Are you guys comfortable if I accept nominations from Group 1 already?



-Drew
 
@datkidfiasco mrswagtastic mrswagtastic bballermarkie bballermarkie @rocman23


I'm going to need you guys to PM me your nominations for the book of the month.

Feel free to post details or a summary of your nominated books on the thread so the rest of the members can get an idea of what the book is about. :smokin

I'll put the poll up once I get the PMs from you guys and we can get to deciding on our first book. :nthat:



-Drew
 
quick take from Wikipedia about my book choice 2666

2666 is the last novel by Roberto Bolaño. It was released in 2004, a year after Bolaño's death. Its themes are manifold, and it relates, among other things, the unsolved and ongoing serial female homicides of Ciudad Juárez (called Santa Teresa in the novel), the Eastern Front in World War II, and the breakdown of relationships and careers. The apocalyptic 2666 explores 20th-century degeneration through a wide array of characters, locations, time periods, and stories within stories.

The novel's five parts are linked by varying degrees of concern with unsolved murders of upwards of 300 young, poor, mostly uneducated Mexican women in Ciudad Juárez (Santa Teresa in the novel) though it is the fourth part which focuses specifically on the femicides.
 
Would you guys oppose if I nominate a book I'm reading right now?

I'm not too far into it at all, yet. I'm like 50 pages in. :nerd:



-Drew
 
I'd like to nominate "Pedagogy of the Oppressed"- Paulo Freire.

It discusses the relationship between teachers(the oppressors) and students(the oppressed) and how the current educational practices are flawed.

"In the book Freire calls traditional pedagogy the "banking model" because it treats the student as an empty vessel to be filled with knowledge, like a piggy bank. However, he argues for pedagogy to treat the learner as a co-creator of knowledge."

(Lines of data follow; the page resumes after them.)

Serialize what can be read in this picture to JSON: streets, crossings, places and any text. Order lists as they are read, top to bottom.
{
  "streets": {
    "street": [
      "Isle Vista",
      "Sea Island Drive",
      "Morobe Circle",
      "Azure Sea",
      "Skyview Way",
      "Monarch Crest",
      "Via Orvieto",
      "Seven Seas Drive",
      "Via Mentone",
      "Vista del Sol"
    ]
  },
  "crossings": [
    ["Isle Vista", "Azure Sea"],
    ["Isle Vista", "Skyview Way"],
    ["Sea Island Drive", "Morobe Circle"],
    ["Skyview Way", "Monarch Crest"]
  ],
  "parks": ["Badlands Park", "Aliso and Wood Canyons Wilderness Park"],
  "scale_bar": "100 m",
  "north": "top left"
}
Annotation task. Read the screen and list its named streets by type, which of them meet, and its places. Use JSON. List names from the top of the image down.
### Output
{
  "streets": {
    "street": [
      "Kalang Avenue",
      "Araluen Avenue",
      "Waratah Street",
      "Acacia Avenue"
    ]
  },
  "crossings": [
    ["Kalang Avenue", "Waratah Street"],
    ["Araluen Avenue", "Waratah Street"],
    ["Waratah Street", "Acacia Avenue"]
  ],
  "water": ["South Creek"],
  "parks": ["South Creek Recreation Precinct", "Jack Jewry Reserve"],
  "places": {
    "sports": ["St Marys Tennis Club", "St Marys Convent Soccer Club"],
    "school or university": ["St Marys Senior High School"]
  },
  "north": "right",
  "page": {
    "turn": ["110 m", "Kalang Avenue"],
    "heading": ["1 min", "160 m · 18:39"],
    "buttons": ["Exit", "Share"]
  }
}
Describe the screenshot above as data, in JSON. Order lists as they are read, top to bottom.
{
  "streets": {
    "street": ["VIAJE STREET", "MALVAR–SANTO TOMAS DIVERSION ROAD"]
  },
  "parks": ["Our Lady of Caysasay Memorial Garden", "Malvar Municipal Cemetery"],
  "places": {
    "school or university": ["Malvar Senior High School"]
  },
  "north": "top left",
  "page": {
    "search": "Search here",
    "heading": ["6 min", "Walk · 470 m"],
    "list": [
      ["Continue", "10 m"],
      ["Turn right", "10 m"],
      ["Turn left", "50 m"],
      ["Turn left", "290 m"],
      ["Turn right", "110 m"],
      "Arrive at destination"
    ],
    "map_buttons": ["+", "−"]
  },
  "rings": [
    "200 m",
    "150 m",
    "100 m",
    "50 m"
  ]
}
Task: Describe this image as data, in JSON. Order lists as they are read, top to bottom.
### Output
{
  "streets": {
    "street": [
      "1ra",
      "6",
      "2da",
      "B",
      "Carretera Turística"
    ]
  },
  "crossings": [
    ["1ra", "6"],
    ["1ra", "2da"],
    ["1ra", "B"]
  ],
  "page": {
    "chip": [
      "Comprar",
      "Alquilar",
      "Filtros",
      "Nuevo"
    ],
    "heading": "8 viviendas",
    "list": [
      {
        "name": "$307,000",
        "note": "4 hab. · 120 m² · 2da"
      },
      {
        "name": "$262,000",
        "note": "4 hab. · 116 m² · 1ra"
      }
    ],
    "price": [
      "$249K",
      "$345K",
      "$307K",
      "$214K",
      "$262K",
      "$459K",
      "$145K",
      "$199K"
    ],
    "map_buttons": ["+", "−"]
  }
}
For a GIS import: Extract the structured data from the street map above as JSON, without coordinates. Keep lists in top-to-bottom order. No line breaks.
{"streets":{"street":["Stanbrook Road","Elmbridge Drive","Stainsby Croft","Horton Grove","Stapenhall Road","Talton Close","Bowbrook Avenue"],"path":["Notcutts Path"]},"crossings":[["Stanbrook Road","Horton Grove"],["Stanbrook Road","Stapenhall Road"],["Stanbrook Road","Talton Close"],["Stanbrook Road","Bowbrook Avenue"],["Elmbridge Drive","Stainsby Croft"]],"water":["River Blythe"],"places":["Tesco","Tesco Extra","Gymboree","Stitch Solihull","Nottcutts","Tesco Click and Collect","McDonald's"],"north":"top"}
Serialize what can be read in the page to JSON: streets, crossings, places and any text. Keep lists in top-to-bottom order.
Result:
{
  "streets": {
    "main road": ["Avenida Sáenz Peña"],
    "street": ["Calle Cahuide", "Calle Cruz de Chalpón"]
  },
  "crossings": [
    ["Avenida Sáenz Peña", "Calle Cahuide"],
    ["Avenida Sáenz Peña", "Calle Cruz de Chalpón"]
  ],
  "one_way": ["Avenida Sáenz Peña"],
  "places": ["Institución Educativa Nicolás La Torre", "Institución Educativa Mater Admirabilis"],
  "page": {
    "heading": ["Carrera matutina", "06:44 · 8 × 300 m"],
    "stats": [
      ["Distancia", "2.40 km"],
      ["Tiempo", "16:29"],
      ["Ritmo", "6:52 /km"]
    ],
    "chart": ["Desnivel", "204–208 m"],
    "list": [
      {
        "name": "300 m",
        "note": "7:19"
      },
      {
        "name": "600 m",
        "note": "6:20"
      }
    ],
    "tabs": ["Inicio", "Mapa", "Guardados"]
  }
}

I've been always meaning to give this a read when Lupe referred to it in one of his interviews, it's more of a conscious read but I think it would make for great discussion.
 
Here's a description of my nomination (taken from Amazon). :nthat:


A Tale For The Time Being by Ruth Ozeki

In Tokyo, sixteen-year-old Nao has decided there’s only one escape from her aching loneliness and her classmates’ bullying. But before she ends it all, Nao first plans to document the life of her great grandmother, a Buddhist nun who’s lived more than a century. A diary is Nao’s only solace—and will touch lives in ways she can scarcely imagine.

Across the Pacific, we meet Ruth, a novelist living on a remote island who discovers a collection of artifacts washed ashore in a Hello Kitty lunchbox—possibly debris from the devastating 2011 tsunami. As the mystery of its contents unfolds, Ruth is pulled into the past, into Nao’s drama and her unknown fate, and forward into her own future.

Full of Ozeki’s signature humor and deeply engaged with the relationship between writer and reader, past and present, fact and fiction, quantum physics, history, and myth, A Tale for the Time Being is a brilliantly inventive, beguiling story of our shared humanity and the search for home.


-Drew
 
Ok, so I've got the nominations and book descriptions up on the first page.

I'm thinking of putting up the poll for voting now.

How long do you guys think I should have the poll up for?



-Drew
 
Poll is up on our book for June 2015, guys. :smokin

It'll be closing on the midnight of June 3rd, so get your votes in.

Book descriptions of the choices can be seen on the first page.